Tauto: It's bloody freezing here (middle of Winter) 14 degrees but it feels minus 2.Yeah,I know ''that's not Winter'' but for someone that doesn't live at the South Pole even this is hard to get used too.Sunday...5.20pm and yeah the suns gone down.
I've told this before, but one of my worst "cold weather" experiences has been in Thailand. When I was there one January, at nights the temperatures might go down to like 10-14 C degrees (at daytime they were at a nice 26-30 C or so). The "low" night temperatures were a real problem there as the houses had no heating whatsoever nor insulation, so basically at nights it was around that 10-14 C degrees inside as well.

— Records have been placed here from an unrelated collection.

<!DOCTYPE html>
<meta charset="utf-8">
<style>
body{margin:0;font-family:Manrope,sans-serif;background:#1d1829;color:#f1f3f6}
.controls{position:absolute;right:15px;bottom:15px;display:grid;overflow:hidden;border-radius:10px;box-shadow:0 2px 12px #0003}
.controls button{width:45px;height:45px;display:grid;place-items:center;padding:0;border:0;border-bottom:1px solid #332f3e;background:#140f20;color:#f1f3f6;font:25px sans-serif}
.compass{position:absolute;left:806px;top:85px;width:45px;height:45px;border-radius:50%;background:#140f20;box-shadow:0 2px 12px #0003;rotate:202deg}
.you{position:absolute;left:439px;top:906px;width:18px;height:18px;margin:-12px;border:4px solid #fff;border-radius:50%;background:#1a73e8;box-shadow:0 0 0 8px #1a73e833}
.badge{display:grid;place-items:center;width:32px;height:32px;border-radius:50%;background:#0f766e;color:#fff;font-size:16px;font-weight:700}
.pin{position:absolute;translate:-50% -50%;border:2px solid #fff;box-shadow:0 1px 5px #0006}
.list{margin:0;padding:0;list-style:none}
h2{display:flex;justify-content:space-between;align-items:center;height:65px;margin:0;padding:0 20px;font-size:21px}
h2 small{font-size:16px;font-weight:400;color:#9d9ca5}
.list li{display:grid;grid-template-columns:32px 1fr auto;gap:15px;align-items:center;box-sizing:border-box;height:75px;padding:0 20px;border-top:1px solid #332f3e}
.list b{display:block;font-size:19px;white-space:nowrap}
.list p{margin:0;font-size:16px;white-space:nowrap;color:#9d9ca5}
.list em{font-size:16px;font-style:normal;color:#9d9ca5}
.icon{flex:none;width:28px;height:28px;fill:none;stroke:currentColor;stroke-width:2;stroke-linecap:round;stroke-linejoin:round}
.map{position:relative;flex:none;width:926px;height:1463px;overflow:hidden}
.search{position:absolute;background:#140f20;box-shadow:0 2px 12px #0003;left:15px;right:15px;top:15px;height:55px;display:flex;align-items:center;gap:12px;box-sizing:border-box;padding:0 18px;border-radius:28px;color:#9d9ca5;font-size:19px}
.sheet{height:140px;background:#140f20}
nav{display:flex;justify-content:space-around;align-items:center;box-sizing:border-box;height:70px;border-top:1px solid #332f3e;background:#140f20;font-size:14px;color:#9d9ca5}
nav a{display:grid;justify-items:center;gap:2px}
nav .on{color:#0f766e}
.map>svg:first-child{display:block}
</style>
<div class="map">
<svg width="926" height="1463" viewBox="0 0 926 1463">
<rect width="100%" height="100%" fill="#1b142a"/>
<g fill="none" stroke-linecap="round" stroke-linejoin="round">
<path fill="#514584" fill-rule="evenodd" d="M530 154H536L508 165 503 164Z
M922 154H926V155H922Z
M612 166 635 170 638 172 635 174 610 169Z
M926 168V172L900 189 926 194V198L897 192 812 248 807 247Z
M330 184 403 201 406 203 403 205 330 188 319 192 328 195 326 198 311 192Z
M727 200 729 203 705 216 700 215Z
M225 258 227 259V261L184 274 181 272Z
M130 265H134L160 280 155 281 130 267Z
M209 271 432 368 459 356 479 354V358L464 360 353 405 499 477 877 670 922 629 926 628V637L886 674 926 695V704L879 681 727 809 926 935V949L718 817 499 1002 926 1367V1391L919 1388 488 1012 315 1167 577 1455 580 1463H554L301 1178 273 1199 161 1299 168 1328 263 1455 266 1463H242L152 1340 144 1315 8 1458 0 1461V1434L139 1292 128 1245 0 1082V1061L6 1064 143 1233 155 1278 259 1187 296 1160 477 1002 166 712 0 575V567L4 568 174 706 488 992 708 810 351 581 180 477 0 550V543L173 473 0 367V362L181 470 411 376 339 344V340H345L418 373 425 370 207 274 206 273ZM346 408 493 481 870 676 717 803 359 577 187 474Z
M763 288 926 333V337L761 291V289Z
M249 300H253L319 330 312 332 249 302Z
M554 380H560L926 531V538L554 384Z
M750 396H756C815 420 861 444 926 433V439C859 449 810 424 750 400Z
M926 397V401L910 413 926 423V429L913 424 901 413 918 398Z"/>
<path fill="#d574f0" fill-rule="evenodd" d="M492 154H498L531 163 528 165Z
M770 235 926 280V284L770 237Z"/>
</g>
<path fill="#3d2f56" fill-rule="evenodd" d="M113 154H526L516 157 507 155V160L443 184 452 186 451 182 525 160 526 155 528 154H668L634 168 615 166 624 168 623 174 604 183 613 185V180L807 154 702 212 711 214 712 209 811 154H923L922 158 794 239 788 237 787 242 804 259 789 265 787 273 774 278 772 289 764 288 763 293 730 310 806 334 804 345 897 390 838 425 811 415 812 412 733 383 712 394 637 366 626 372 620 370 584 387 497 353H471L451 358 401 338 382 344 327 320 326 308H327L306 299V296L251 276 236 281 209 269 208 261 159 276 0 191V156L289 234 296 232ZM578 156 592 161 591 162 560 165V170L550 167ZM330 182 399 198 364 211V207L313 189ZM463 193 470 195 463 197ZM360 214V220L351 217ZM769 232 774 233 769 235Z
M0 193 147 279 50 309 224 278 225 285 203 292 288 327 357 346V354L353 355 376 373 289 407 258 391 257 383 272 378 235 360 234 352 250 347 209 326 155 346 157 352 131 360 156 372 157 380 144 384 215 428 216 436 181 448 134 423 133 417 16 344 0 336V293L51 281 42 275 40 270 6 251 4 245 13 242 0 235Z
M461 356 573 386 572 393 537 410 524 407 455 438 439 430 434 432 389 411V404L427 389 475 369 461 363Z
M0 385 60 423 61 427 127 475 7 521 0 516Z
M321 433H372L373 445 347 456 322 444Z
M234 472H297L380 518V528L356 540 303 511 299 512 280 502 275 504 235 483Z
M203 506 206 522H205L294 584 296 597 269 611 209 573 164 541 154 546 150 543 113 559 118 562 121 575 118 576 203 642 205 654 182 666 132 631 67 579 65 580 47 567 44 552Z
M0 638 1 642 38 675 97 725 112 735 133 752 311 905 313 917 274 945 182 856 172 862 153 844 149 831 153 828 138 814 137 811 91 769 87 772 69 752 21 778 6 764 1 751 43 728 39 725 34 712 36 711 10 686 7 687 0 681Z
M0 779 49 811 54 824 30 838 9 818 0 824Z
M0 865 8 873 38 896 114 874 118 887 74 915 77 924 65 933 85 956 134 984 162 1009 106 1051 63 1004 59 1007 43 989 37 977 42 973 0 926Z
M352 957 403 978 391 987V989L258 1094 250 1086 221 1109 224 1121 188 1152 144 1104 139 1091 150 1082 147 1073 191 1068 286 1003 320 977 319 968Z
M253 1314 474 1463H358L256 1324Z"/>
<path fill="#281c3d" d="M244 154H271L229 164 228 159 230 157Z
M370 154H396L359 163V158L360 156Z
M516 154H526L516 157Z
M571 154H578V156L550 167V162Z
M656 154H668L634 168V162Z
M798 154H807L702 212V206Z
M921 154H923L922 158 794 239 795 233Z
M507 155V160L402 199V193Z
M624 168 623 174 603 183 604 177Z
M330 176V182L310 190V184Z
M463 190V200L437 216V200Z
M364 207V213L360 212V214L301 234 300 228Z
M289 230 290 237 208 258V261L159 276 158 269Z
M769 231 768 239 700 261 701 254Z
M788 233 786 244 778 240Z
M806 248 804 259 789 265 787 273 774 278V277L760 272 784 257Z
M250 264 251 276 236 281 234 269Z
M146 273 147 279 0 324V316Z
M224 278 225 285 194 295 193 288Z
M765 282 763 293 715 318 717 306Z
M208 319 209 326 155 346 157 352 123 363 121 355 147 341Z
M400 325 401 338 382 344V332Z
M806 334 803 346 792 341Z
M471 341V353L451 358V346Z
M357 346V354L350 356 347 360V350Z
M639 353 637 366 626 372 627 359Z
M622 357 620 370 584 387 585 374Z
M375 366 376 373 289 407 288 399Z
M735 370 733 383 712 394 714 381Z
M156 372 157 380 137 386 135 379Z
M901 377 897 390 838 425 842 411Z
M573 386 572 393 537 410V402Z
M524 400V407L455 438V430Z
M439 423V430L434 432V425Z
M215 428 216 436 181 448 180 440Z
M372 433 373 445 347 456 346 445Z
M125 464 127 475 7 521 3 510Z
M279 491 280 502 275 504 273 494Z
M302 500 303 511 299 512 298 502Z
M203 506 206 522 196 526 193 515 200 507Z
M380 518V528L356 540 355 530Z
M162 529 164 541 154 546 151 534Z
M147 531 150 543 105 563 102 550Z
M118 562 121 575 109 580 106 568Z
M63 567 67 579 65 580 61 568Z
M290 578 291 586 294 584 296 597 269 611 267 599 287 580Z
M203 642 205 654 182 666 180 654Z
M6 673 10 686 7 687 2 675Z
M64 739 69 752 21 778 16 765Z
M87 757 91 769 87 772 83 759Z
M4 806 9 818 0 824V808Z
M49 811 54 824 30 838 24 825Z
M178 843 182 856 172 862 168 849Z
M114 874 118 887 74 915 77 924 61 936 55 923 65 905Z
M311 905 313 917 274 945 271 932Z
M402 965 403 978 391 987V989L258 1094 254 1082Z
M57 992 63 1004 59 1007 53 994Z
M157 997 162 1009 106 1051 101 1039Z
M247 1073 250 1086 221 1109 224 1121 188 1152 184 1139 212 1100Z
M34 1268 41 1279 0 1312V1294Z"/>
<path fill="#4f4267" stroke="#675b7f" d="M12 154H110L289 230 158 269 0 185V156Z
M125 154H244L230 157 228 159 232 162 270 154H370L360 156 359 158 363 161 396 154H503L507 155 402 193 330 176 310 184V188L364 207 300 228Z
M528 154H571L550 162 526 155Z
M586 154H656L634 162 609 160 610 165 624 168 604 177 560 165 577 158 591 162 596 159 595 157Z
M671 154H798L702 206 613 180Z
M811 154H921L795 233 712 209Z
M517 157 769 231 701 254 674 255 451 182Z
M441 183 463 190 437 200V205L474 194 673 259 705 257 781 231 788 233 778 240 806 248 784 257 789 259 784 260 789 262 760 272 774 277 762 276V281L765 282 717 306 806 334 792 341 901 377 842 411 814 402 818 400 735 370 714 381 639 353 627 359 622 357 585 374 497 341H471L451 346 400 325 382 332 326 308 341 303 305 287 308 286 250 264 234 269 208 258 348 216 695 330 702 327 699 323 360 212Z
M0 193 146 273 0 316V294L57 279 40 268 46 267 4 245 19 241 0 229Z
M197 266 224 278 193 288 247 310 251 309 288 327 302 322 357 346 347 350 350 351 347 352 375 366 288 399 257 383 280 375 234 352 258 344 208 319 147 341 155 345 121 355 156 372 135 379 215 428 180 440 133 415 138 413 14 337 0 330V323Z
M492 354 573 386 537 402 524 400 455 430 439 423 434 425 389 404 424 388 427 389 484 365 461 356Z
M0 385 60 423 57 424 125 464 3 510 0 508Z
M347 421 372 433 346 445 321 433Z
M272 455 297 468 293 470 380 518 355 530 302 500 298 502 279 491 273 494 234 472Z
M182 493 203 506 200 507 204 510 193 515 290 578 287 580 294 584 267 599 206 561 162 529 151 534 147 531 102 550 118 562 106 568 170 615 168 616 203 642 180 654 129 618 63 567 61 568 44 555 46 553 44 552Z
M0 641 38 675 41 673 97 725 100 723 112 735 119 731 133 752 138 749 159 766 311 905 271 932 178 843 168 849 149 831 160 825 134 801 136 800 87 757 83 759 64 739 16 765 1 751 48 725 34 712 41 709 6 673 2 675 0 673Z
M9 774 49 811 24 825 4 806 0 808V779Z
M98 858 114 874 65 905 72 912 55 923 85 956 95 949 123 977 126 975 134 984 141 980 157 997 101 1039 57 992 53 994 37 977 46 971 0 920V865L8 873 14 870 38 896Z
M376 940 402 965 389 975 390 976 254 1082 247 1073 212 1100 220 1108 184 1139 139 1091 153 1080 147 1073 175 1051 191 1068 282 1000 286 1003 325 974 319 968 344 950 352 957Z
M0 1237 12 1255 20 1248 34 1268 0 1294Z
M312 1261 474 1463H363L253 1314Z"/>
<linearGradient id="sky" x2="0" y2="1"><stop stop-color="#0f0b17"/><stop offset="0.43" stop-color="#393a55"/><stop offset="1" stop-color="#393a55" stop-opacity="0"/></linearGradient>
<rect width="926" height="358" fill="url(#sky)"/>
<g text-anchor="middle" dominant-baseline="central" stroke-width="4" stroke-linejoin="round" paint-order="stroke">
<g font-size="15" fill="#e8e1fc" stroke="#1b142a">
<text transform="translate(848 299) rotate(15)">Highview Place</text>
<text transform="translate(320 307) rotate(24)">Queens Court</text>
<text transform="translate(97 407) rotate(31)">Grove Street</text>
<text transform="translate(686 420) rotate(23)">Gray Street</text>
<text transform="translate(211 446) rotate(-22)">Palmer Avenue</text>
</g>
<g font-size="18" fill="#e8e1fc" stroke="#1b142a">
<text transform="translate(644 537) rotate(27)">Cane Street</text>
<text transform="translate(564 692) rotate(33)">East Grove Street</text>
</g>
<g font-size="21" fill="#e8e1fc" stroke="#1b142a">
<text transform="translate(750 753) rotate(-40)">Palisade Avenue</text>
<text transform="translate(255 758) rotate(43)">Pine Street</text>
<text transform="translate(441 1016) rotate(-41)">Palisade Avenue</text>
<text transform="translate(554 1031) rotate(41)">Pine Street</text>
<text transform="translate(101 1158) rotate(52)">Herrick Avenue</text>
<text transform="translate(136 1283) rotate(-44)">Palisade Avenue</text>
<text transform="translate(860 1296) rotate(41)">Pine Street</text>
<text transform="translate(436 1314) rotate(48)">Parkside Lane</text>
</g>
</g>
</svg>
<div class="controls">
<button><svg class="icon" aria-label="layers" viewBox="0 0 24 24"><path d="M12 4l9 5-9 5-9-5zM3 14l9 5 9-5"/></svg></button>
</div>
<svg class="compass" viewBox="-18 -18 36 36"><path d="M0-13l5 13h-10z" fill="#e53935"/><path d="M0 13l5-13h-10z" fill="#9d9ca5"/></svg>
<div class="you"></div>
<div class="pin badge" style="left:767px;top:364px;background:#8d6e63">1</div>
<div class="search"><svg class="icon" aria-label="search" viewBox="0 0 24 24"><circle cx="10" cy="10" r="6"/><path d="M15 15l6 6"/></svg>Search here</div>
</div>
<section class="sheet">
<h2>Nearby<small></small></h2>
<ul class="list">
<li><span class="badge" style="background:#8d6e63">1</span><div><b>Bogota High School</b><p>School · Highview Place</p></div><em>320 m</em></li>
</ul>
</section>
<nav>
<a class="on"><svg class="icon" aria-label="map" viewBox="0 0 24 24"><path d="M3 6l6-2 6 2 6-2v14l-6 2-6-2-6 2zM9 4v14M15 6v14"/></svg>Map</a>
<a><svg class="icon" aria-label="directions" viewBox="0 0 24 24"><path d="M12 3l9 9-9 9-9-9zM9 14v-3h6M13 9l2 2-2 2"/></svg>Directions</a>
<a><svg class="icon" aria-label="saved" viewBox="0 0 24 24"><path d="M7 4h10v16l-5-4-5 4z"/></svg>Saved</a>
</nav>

Naturally I didn't have much warmer clothes with me besides T-shirts and such (I had one pair of jeans and a leather jacket which were packed away), and the blankets in the motel were like thin towels. So yeah, I felt like I was freezing to death there at nights.
I guess thai homes are mostly made to stay cool at hot temperatures, rather than warm at lower temperatures. Here in Finland it is vice versa: if the temperatures get up to 25 C or so in the summer, inside it might be 30 C or more even if you keep the windows open. The houses are designed to stay wam at winters, not so much to stay cool in the (short) summers.
Currently it is pretty warm in Finland, has been quite some time. Around 28-32 C degrees daytime, and night temperatures also over 20 C. It has been like this for a couple of weeks, and still continuing. This reminds me that I must buy and install an aircon system to my home, mainly for these warmer days in the summer. It is not unbearable inside right now (pretty nice actually in a t-shirt, with a fan blowing at me), but nights tend to be too warm for me. I am usually soaking wet with sweat at nights, and I hate it. I want to get the night temperatures down to 22 C or so inside, and get the humidity out of the air. Then I can sleep better.
The aircon systems here are useful also in the winter as they help heating the home at winter, and use less electricity for that than normal heaters. The aircon systems I've seen in Thailand can only cool down, not warm up, the air. Including the aircons in Thai cars.